I am finally back in Denver after a three week-long trip to the UK and I am trying to catch up with all the news and announcements that we’ve missed. The first news items are related to Canon lens announcements from last week. Canon announced the EF 16-35mm f/4L IS USM image-stabilized full-frame lens for enthusiasts and professionals who want something cheaper than the EF 16-35mm f/2.8L II USM. Usually, f/4 lenses are lighter and smaller than their f/2.8 counterparts. However, the difference between the 16-35mm f/4L and 16-35mm f/2.8L is not as big – the former is just a tad thinner and weighs 20 grams lighter in comparison. The three biggest differences are obviously the smaller maximum aperture of f/4, $500 price difference and image stabilization. With a very similar optical design featuring the same number of elements and groups, 2 Ultra-low Dispersion (UD) and 3 Aspherical elements, the 16-35mm f/4L IS seems to challenge its big brother in a number of ways, even in optical performance.
If you take a look at the MTF graphs of both lenses, the Canon 16-35mm f/4L IS appears to be sharper and more consistent optically at f/4 than the 16-35mm f/2.8L II at f/2.8. Take a look at the MTF charts below comparing the two at 16mm (Left: 16-35mm f/4L, Right: 16-35mm f/2.8L II):
And here is the comparison at 35mm:
As you can see, the performance differences are clear – the 16-35mm f/4L is certainly sharper. However, this does not mean that it is better than the 16-35mm f/2.8L II stopped down to f/4. Since Canon does not provide MTF charts for stopped down performance across the aperture range, only lab tests would reveal how the two compare side by side at f/4. My guess is, since the 16-35mm f/4L is a newer design, both will be very similar. Stopped down to f/8, the MTF chart shows the new 16-35mm f/4L to be superior at both 16mm and 35mm focal lengths. This gives a good advantage to the 16-35mm f/4L, since it is cheaper and has image stabilization, as already mentioned above.
Those who do not already own the 16-35mm f/2.8L II might want to take a close look at the new f/4L IS version. Since such wide focal lengths are not used for portraiture, the maximum aperture of f/2.8 does not matter, especially when the f/4 version comes with image stabilization that is supposed to provide up to 4 stops of shutter speed advantage.

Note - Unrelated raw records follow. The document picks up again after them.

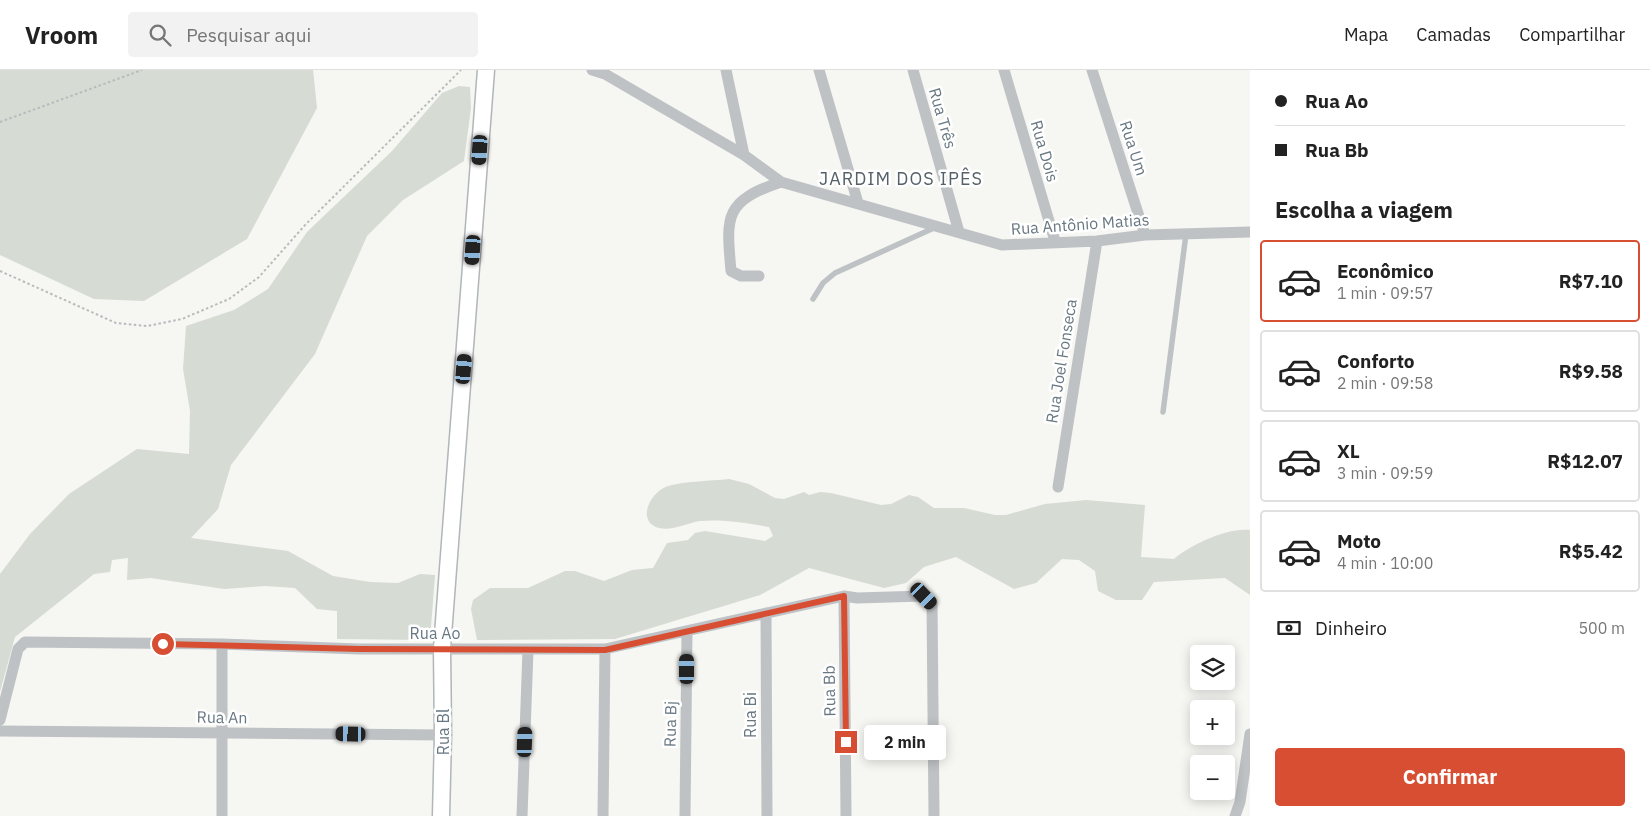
<!DOCTYPE html>
<html lang="pt">
<head>
<meta charset="utf-8">
<style>
	:root { --surface:#fff; --page:#f2f2f2; --text:#222; --muted:#767676; --line:#e0e0e0; --accent:#d74e33 }
	body { margin:0; font-family:"IBM Plex Sans",sans-serif; background:var(--page); color:var(--text); height:100vh; display:flex; flex-direction:column; font-size:19px; white-space:nowrap }
	* { box-sizing:border-box; margin:0 }
	p { font-size:16px; color:var(--muted) }
	.icon { flex:none; width:28px; height:28px; fill:none; stroke:currentColor; stroke-width:2; stroke-linecap:round; stroke-linejoin:round }
	.map { position:relative; flex:1; overflow:hidden }
	.drawer { display:flex; flex-direction:column; background:var(--surface); width:400px }
	.drawer>* { flex:none }
	.hud { display:grid; align-content:center; height:110px; padding:0 25px; background:var(--surface) }
	.tools { position:absolute; left:1190px; top:575px; display:grid; gap:10px }
	.tools a { display:grid; place-items:center; width:45px; height:45px; border-radius:5px; background:var(--surface); box-shadow:0 2px 12px #0003; font-size:25px }
	.end { position:absolute; width:22px; height:22px; margin:-11px; border:6px solid #d74e33; background:#fff; box-shadow:0 0 0 2px #fff }
	.from { border-radius:50% }
	.bubble { position:absolute; height:35px; border-radius:5px; background:var(--surface); box-shadow:0 2px 12px #0003; font-size:16px; font-weight:700; line-height:35px; text-align:center }
	.car { position:absolute; width:15px; height:30px; margin:-15px -8px; border-radius:6px; box-shadow:0 0 4px 1px #0007; background:linear-gradient(#222 24%,#8ab4d8 0 40%,#222 0 76%,#8ab4d8 0 86%,#222 0) }
	.hud b { display:flex; align-items:center; gap:18px; height:48px; font-size:19px }
	.hud b+b { border-top:1px solid var(--line) }
	.hud i { width:12px; height:12px; background:var(--text) }
	ul { padding:0; list-style:none }
	li { display:flex; align-items:center; gap:15px; height:82px; margin:0 10px 8px; padding:0 15px; border:2px solid var(--line); border-radius:5px }
	li div { flex:1 }
	li b { display:block; font-size:19px }
	li em { font-style:normal; font-weight:700 }
	li.active { border-color:var(--accent) }
	li>.icon { width:45px; height:45px; stroke-width:1.5 }
	h2 { padding:0 25px; font-size:22px; line-height:60px }
	.pay { display:flex; align-items:center; gap:12px; height:55px; padding:0 25px; font-size:19px }
	.pay p { margin-inline-start:auto }
	.button { display:flex; gap:10px; margin-top:auto; padding:10px 25px }
	.button a { flex:1; height:58px; border-radius:5px; background:var(--accent); color:#fff; font-size:20px; font-weight:700; line-height:58px; text-align:center }
	header { display:flex; align-items:center; gap:30px; box-sizing:border-box; height:70px; padding:0 25px; background:var(--surface); border-bottom:1px solid var(--line) }
	header strong { font-size:24px }
	nav { display:flex; gap:28px; margin-inline-start:auto; font-size:18px }
	.search { width:350px; height:45px; background:var(--page); display:flex; align-items:center; gap:12px; box-sizing:border-box; padding:0 18px; border-radius:5px; color:var(--muted); font-size:19px }
	main { display:flex; flex:1; min-height:0 }
	.map>svg:first-child { display:block }
</style>
</head>
<body>
<header>
<strong>Vroom</strong>
<div class="search"><svg class="icon" aria-label="search" viewBox="0 0 24 24"><circle cx="10" cy="10" r="6"/><path d="M15 15l6 6"/></svg>Pesquisar aqui</div>
<nav><a>Mapa</a><a>Camadas</a><a>Compartilhar</a></nav>
</header>
<main>
<div class="map">
<svg width="1250" height="746" viewBox="0 0 1250 746">
	<rect width="100%" height="100%" fill="#f6f6f3"/>
	<path fill="#d6dbd3" d="M0,0H313L317,38L247,169L144,231L94,229L0,185Z
		M459,16L470,17L471,38L464,91L403,130L367,166L315,284L231,395L218,439L191,468L288,481L333,506L370,512L398,513L420,504L435,505L430,570L337,569V541L317,539L295,518L265,516L224,519L151,508L127,510L128,488L112,490L110,502L94,504L15,567L0,622V504L30,464L69,424L137,379L189,384L190,341L183,299L186,256L234,240L268,219L307,162L392,81L442,23Z
		M729,409L749,414L775,428L784,429L804,422L809,425L820,422L831,423L881,435L891,434L909,425L918,427L934,438H964L995,445H1006L1045,434L1086,430L1145,435L1141,487L1174,489C1190,475 1228,457 1250,460V525L1225,508L1154,512L1142,530H1116L1098,521L1095,501L1079,490L1062,489L1036,513L1014,519L956,487L924,497L906,513L884,518L809,498L760,525L615,569L477,570L471,539L473,530L490,518H528L565,501H575L604,511L632,500L653,498L667,473L688,470L695,463L705,461L765,471L773,466L769,457C747,453 723,449 700,451C687,453 672,461 659,458C635,451 651,421 668,416C687,411 710,411 729,409Z"/>
	<g fill="none" stroke-linecap="round" stroke-linejoin="round">
		<defs>
			<path id="secondary" d="M441,746L443,665L442,578L486,0"/>
		</defs>
		<use href="#secondary" stroke="#b0b6ba" stroke-width="19"/>
		<path stroke="#b8bbbd" stroke-width="2" stroke-dasharray="2.5 2.5" stroke-linecap="butt" d="M0,52L142,0
			M0,201L116,253L147,256L182,249L229,229L259,207L306,154L461,0"/>
		<path stroke="#bec2c5" stroke-width="5.5" d="M813,229L823,213L835,203L936,157
			M1163,342L1186,164"/>
		<path stroke="#bec2c5" stroke-width="11" d="M592,0L605,4L744,85L781,112L1002,175L1097,171L1145,165L1250,162
			M726,0L744,85
			M819,0L858,133
			M913,0L959,162
			M1004,0L1055,171
			M1092,0L1145,165
			M759,206H741L731,201C726,146 724,131 781,112
			M1058,417L1097,171
			M844,526L846,746
			M766,543L767,746
			M222,574V746
			M0,650L18,579L25,572L222,574L359,579H605L844,526L857,528L924,526L932,533L934,746
			M0,661L443,665
			M522,746L528,580
			M603,746L605,579
			M685,746L687,562
			M1235,746L1240,732L1250,664"/>
		<use href="#secondary" stroke="#fff" stroke-width="16"/>
	</g>
	<g fill="none" stroke-linecap="round" stroke-linejoin="round">
		<path stroke="#d74e33" stroke-width="6" d="M163,574L359,579L605,580L844,526L846,672"/>
	</g>
	<g text-anchor="middle" dominant-baseline="central" stroke-width="5" stroke-linejoin="round" paint-order="stroke">
		<g font-size="16" fill="#687882" stroke="#fff">
			<text transform="translate(943 48) rotate(74)">Rua Três</text>
			<text transform="translate(1134 78) rotate(72)">Rua Um</text>
			<text transform="translate(1045 81) rotate(74)">Rua Dois</text>
			<text transform="translate(1080 154) rotate(-4)">Rua Antônio Matias</text>
			<text transform="translate(1061 291) rotate(-81)">Rua Joel Fonseca</text>
			<text x="435" y="563">Rua Ao</text>
			<text transform="translate(829 621) rotate(-91)">Rua Bb</text>
			<text transform="translate(750 645) rotate(-90)">Rua Bi</text>
			<text transform="translate(222 647) rotate(1)">Rua An</text>
			<text transform="translate(670 654) rotate(-89)">Rua Bj</text>
			<text transform="translate(443 662) rotate(-90)">Rua Bl</text>
		</g>
		<g font-size="18" letter-spacing="1" fill="#556168" stroke="#fff">
			<text x="901" y="108">JARDIM DOS IPÊS</text>
		</g>
	</g>
</svg>
<div class="tools">
<a><svg class="icon" aria-label="layers" viewBox="0 0 24 24"><path d="M12 4l9 5-9 5-9-5zM3 14l9 5 9-5"/></svg></a>
<a>+</a>
<a>−</a>
</div>
<i class="end from" style="left:163px;top:574px"></i>
<i class="end" style="left:846px;top:672px"></i>
<div class="bubble" style="left:864px;top:655px;width:82px">2 min</div>
<i class="car" style="left:480px;top:80px;rotate:184deg"></i>
<i class="car" style="left:473px;top:180px;rotate:184deg"></i>
<i class="car" style="left:464px;top:299px;rotate:5deg"></i>
<i class="car" style="left:924px;top:526px;rotate:136deg"></i>
<i class="car" style="left:687px;top:599px;rotate:0deg"></i>
<i class="car" style="left:351px;top:664px;rotate:271deg"></i>
<i class="car" style="left:525px;top:672px;rotate:2deg"></i>
</div>
<section class="drawer">
<div class="hud">
<b><i class="from"></i>Rua Ao</b>
<b><i></i>Rua Bb</b>
</div>
<h2>Escolha a viagem</h2>
<ul>
<li class="active"><svg class="icon" aria-label="car" viewBox="0 0 24 24"><path d="M5 17H2v-5l4-1 3-4h7l3 4 3 1v5h-3M9 17h6M6 11h13"/><circle cx="7" cy="17" r="2"/><circle cx="17" cy="17" r="2"/></svg><div><b>Econômico</b><p>1 min · 09:57</p></div><em>R$7.10</em></li>
<li><svg class="icon" aria-label="car" viewBox="0 0 24 24"><path d="M5 17H2v-5l4-1 3-4h7l3 4 3 1v5h-3M9 17h6M6 11h13"/><circle cx="7" cy="17" r="2"/><circle cx="17" cy="17" r="2"/></svg><div><b>Conforto</b><p>2 min · 09:58</p></div><em>R$9.58</em></li>
<li><svg class="icon" aria-label="car" viewBox="0 0 24 24"><path d="M5 17H2v-5l4-1 3-4h7l3 4 3 1v5h-3M9 17h6M6 11h13"/><circle cx="7" cy="17" r="2"/><circle cx="17" cy="17" r="2"/></svg><div><b>XL</b><p>3 min · 09:59</p></div><em>R$12.07</em></li>
<li><svg class="icon" aria-label="car" viewBox="0 0 24 24"><path d="M5 17H2v-5l4-1 3-4h7l3 4 3 1v5h-3M9 17h6M6 11h13"/><circle cx="7" cy="17" r="2"/><circle cx="17" cy="17" r="2"/></svg><div><b>Moto</b><p>4 min · 10:00</p></div><em>R$5.42</em></li>
</ul>
<div class="pay"><svg class="icon" aria-label="cash" viewBox="0 0 24 24"><path d="M3 7h18v10H3z"/><circle cx="12" cy="12" r="2"/></svg>Dinheiro<p>500 m</p></div>
<div class="button"><a>Confirmar</a></div>
</section>
</main>
</body>
</html>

Here is the information from the official press release:
Fully compatible with all EOS Digital SLR cameras including full-frame models like the EOS 5D Mark III and EOS 6D Digital SLR cameras, the compact and lightweight EF 16-35mm f/4L IS USM ultra wide-angle zoom lens offers high image quality and an Optical Image Stabilizer (IS) for shake correction up to four shutter speed steps, making handheld shooting possible in dimly lit scenes where camera shake can occur. In addition, an intelligent CPU in the lens automatically selects the optimal IS mode by recognizing differences between normal handheld shots and panning. This technological advancement supports a greater range of creative expression for photographers in otherwise difficult shooting situations, such as dark indoor scenes where flash photography is prohibited, or in places where a tripod cannot be used, or when shooting at low ISO speeds.
The EF 16-35mm f/4L IS USM ultra wide-angle zoom lens features newly developed, high quality Canon optics that incorporate three GMo (Glass-Molded) aspheric lens elements, including a large-diameter aspheric lens, which help improve image quality by correcting aberrations. Two additional UD lens elements help reduce chromatic aberration from edge to edge throughout the entire zoom range for excellent image quality with high resolution and contrast. The lens also features enhanced fluorine lens coatings on the front and rear lens surfaces to repel dust particles and help ensure superb color balance while minimizing ghosting. The inner focusing and ring USM offer silent, fast and accurate autofocusing. Full-time manual focus adjustment is available in autofocus (AF) mode. A nine-blade circular aperture creates beautiful, soft backgrounds. A new compact four-group zoom system provides a minimum focusing distance of 0.28m/11 inches throughout the zoom range and a maximum magnification of 0.23x at the telephoto end for outstanding performance.